Marx résume alors sa pensée en ces termes : « L’émancipation politique est la réduction de l’homme au membre de la société civile, à l’individu égoïste et indépendant d’une part, et de l’autre au citoyen, à la personne morale… Ce n’est que lorsque l’homme aura organisé ses propres forces comme des forces sociales et qu’il ne se séparera plus ainsi de la force sociale sous la forme de force politique, que l’émancipation humaine sera réalisée. »

Restait à examiner la thèse selon laquelle les chrétiens auraient plus d’aptitude à s’émanciper que les juifs, thèse que Bauer avait tenté de démontrer à partir de la religion juive. Marx part de Feuerbach qui avait expliqué la religion juive à partir du juif et non le juif à partir de la religion juive…. « Quel est le fond profane du judaïsme ? Quel est le culte profane du juif ? »… L’apport de cet article, pour Marx, était double. Il dégageait les rapports entre société et Etat. L’Etat n’était pas, comme Hegel le pensait, la réalité de l’idée morale, le rationnel absolu et il n’était pas à lui-même sa propre fin ; il devait se contenter de remplir une mission infiniment plus modeste, être le gardien que la société bourgeoise s’était choisi pour veiller sur son anarchie…
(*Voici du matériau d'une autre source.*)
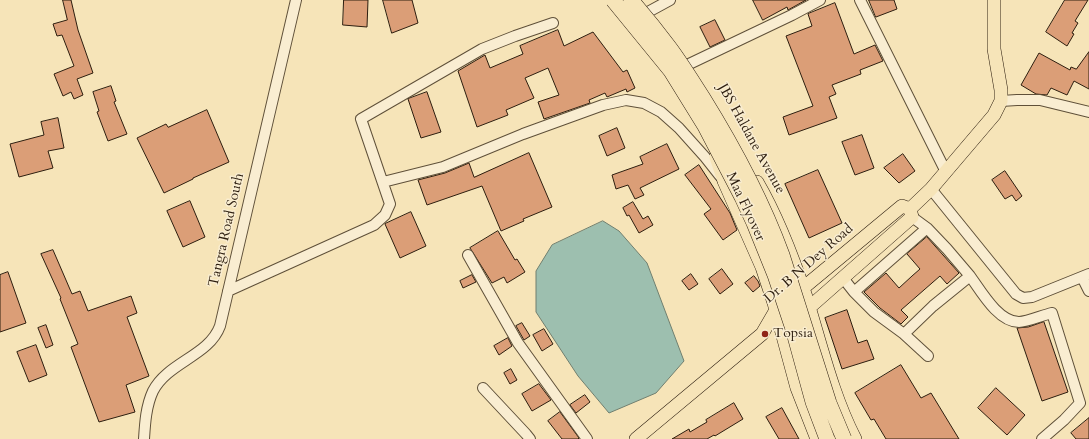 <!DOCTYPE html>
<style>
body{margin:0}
canvas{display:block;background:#f6e4b8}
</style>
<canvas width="1089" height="439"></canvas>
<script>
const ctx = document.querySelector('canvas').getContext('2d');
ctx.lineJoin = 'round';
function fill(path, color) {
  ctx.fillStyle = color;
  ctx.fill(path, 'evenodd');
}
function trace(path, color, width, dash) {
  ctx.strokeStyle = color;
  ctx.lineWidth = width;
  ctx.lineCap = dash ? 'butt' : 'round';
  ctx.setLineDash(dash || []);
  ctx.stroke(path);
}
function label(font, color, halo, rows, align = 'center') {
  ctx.font = font + ' Cardo,serif';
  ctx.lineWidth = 3;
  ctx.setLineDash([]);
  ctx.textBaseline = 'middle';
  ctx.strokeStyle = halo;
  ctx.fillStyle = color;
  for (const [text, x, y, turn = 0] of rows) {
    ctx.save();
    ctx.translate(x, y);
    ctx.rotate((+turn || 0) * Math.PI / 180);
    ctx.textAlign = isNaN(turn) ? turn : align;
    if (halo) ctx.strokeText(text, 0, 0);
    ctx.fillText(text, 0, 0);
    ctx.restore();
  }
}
const water = new Path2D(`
 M603,221L619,231L647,263L684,361L656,393L609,413L578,376L536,312V271L552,245Z`);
fill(water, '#9dbfaf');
trace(water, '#707f6f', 1);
const building = new Path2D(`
 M63,0H71L78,30L93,73L77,79L83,95L74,99L71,92L63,96L54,74L74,66L62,35L57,36L53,24L67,20Z
 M344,0H368L367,27L343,25Z
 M383,0H412L418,23L392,33Z
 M753,0H806L788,10L787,7L763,20Z
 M869,0H894L897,9L876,17Z
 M1065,0H1088L1075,21L1078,23L1072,33L1074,34L1067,46L1046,32Z
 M835,3L854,54L875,45L883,61L860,70L861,74L832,85L836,94L829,97L837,118L789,135L783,117L813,106L786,36L812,26L808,14Z
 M715,20L725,40L710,47L700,27Z
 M558,30L564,46L593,32L623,72L627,70L635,88L627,92L626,89L607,97L605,93L589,100L590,103L544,119L538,102L559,95L548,68L525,78L534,98L506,110L508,115L477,127L458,71L485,55L490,68L523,54L520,46Z
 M1089,52V89L1074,81L1067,95L1051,88L1047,95L1036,94L1021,85L1039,53L1070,70L1071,67L1076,69Z
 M111,86L116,101L114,102L127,134L108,141L97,112L99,111L93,92Z
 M427,92L441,132L421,138L408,99Z
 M207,110L229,162L193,178V179L164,193L137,138L166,124L168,127Z
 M58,118L64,148L48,151L53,168L19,177L10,144L44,135L41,122Z
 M617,128L625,148L607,156L599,136Z
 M862,135L874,168L855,175L842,142Z
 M667,144L679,169L640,188L644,195L635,199L628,185L616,189L612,175L643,164L640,157Z
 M529,153L552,207L523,219L524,221L501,231L482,186L427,205L418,180L445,173L469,163L474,177Z
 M903,154L915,171L899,183L884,168Z
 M699,165L730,213L737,230L723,240L704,214L711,209L685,175Z
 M818,170L842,223L809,238L785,184Z
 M1005,171L1022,196L1016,201L1012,195L1005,199L992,180Z
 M190,201L205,237L183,247L167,211Z
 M633,202L643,219L648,216L653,225L639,233L629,215L627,216L623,208Z
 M411,212L426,246L400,258L385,224Z
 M498,231L515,260L517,259L525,272L507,283L504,277L492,283L470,248Z
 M927,237L959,273L947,284L940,276L901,310L908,317L901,324L880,308L864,292L886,273L899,288L912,276L920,269L907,254Z
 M53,250L72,294L80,291L88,311L131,296L137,313L127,317L149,376L126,385L135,412L99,422L71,347L78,344L60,299L61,298L41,254Z
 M722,269L733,284L720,294L709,279Z
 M8,272L26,323L0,332V275Z
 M691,274L698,284L689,290L682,281Z
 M472,275L476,282L463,288L460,281Z
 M754,276L758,281L760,286L753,292L745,283Z
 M847,310L858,343L867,340L874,359L842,369L825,318Z
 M1044,322L1068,392L1042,401L1017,328L1028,327Z
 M522,323L530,336L524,340L516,326Z
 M46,325L53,345L46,348L38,328Z
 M544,329L553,344L542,351L533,335Z
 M508,338L512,346L499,355L494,346Z
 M36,345L47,375L29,382L17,352Z
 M901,365L921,398L931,393L959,439H886L874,419L871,420L855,393Z
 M511,369L517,380L510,384L504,373Z
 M539,384L551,400L532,411L522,394Z
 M996,388L1025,415L1007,435L978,408Z
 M585,395L590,402L576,413L570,405Z
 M734,403L743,419L715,436L714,435L707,439H672L689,429L690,432L707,422L706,420Z
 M782,408L799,439H779L766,417Z
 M560,412L579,438L578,439H562L548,421Z
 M1089,418V439H1076L1071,433Z`);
fill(building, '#db9e77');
trace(building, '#2d1e0f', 1);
const minor = new Path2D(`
 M860,0L946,172
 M648,12L670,0
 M687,65L792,15L820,0
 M1001,101L1017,100H1040L1089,112
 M383,182L443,167L523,134L603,105L626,100L644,103L661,112L679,128L705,157L720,176
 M931,189L1016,294L1023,298L1032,297L1089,274
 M468,255L518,343L587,439
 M970,276C981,291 998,322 1019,322C1027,322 1043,315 1052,313L1080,403L1064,420L1042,439
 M1082,277L1089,291
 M843,278L854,292L874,312L904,334L933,306L970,276L947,249L927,228L912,217
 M228,291L374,225L385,215L390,204L361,119L482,49L515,36L553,23
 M854,292L927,228
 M904,334L928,356
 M483,388L526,434L530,439
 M144,439C145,423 146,406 153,391C168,362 209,356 220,326L296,0`);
const major = new Path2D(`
 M716,157L724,181L762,267L774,303L797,388L817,439
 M757,182C778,218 793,258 806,297C821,345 832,394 855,439
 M910,209L931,189L994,115L1001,101V90L994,49V0
 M797,293L902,206L910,209
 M803,313L912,217L910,209
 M636,439L762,334L776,310L779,308`);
trace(minor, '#5f5039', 12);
trace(major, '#2d1e0f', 14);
trace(minor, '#f9edd1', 10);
trace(major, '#f6e4b8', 13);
const highwayBridge = new Path2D(`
 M613,0L671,71L705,126L742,197L754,223L775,275L793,329L813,402L827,439
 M631,0C644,15 657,31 669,47C681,63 692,81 703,98C734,148 762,200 782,255L829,403L844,439`);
trace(highwayBridge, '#2d1e0f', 16, []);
trace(highwayBridge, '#f6e4b8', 15);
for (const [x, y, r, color] of [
 [765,334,4,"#8f2418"]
]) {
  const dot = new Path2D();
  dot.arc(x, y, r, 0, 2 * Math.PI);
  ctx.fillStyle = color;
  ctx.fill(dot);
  trace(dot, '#f9edd1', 1.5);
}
label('14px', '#2d1e0f', '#f9edd1', [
 ["JBS Haldane Avenue",751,139,61],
 ["Maa Flyover",745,207,65],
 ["Tangra Road South",227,230,-77],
 ["Dr. B N Dey Road",809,264,-41]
]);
label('14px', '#2d1e0f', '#f9edd1', [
 ["Topsia",773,334]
], 'left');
</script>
D’autre part, Marx avait compris que les questions religieuses du moment n’avaient plus d’autre signification que sociale. Pour expliquer l’évolution du judaïsme, il ne s’appuyait pas sur la théorie religieuse, mais sur la pratique industrielle et commerciale dont la religion juive n’était que le reflet imaginaire. »

Les contresens sur le texte « La question juive » de Karl Marx

Premier point : ce n’est pas Marx mais Bauer qui met en avant l’idée qu’il y aurait une « question juive » à résoudre, qu’il y aurait une population qui serait caractérisable par le seul fait de faire appel à l’Ancien Testament. « La question juive » est le titre du texte de Marx parce que c’est le titre du texte de Bauer…

Ce qui est ciblé par Marx, ce n’est pas la religion juive ni l’ethnie juive ni encore les droits des Juifs mais l’idéologie idéaliste de Bauer.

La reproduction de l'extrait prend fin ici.